I wasn't disappointed, and found the film moving and absorbing. Just a couple of items I wanted to comment upon, and thanks to Rita Rud for sharing in developing these insights:
-the way Ennis finds out about the fate of Jack was masterfully done in the film. You already knew how Ennis had been shown what happens to gay men by his father in a vivid flashback earlier in the film. When Jack's wife tells Ennis over the phone about the tire blowing up in Jack's face and killing him, what flashes in Ennis's mind is a scene reminiscent of what he saw as a young man. But you don't KNOW if that is what happened to Jack from the film. The fact that it is strongly suggested, but plays out also as what was Ennis's big fear (recall what he said earlier to Jack that if they were caught, they would be dead) is masterful directing.
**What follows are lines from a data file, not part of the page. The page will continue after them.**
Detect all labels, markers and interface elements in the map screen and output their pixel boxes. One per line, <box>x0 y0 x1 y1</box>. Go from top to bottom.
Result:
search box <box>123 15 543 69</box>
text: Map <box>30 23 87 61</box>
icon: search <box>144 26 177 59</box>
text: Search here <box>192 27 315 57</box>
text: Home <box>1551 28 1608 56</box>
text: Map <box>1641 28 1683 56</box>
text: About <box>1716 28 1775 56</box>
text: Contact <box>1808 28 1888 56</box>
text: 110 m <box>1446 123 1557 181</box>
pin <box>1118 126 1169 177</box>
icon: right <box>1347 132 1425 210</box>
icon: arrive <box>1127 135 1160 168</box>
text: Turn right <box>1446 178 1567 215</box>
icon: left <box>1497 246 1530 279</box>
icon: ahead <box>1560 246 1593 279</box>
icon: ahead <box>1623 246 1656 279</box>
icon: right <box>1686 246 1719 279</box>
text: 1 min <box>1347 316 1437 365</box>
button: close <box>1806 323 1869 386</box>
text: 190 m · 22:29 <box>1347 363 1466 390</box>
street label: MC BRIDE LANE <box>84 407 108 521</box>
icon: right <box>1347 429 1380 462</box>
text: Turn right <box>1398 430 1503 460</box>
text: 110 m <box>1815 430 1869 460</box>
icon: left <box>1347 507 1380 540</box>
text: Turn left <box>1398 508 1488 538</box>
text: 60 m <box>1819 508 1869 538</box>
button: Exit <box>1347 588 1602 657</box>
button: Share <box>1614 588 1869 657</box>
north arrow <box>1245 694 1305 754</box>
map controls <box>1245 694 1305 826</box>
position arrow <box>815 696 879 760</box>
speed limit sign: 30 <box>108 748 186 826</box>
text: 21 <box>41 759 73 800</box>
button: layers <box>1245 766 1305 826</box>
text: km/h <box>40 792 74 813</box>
-the scene where Jack's family is having a holiday meal (Thanksgiving?) when his father-in-law insists on keeping the football game on TV for his grandson to experience...after all, real men have football on when a big meal is served. Jack turns it off, and in doing so supports his wife, who has labored over the meal. He dresses down his father-in-law, insisting on his place as the man of the family. He thus straddles being a sensitive man (sympathetic to his wife's labors over the meal) and an assertive man (standing up for what he believed was respectful behavior in his house). Again, masterful direction: the father-in-law, rather than blow up at Jack then, holds his anger within, but you know he is seething. You almost get the feeling that he won't dress Jack down in front of his daughter and grandson, but that Jack's retribution is coming.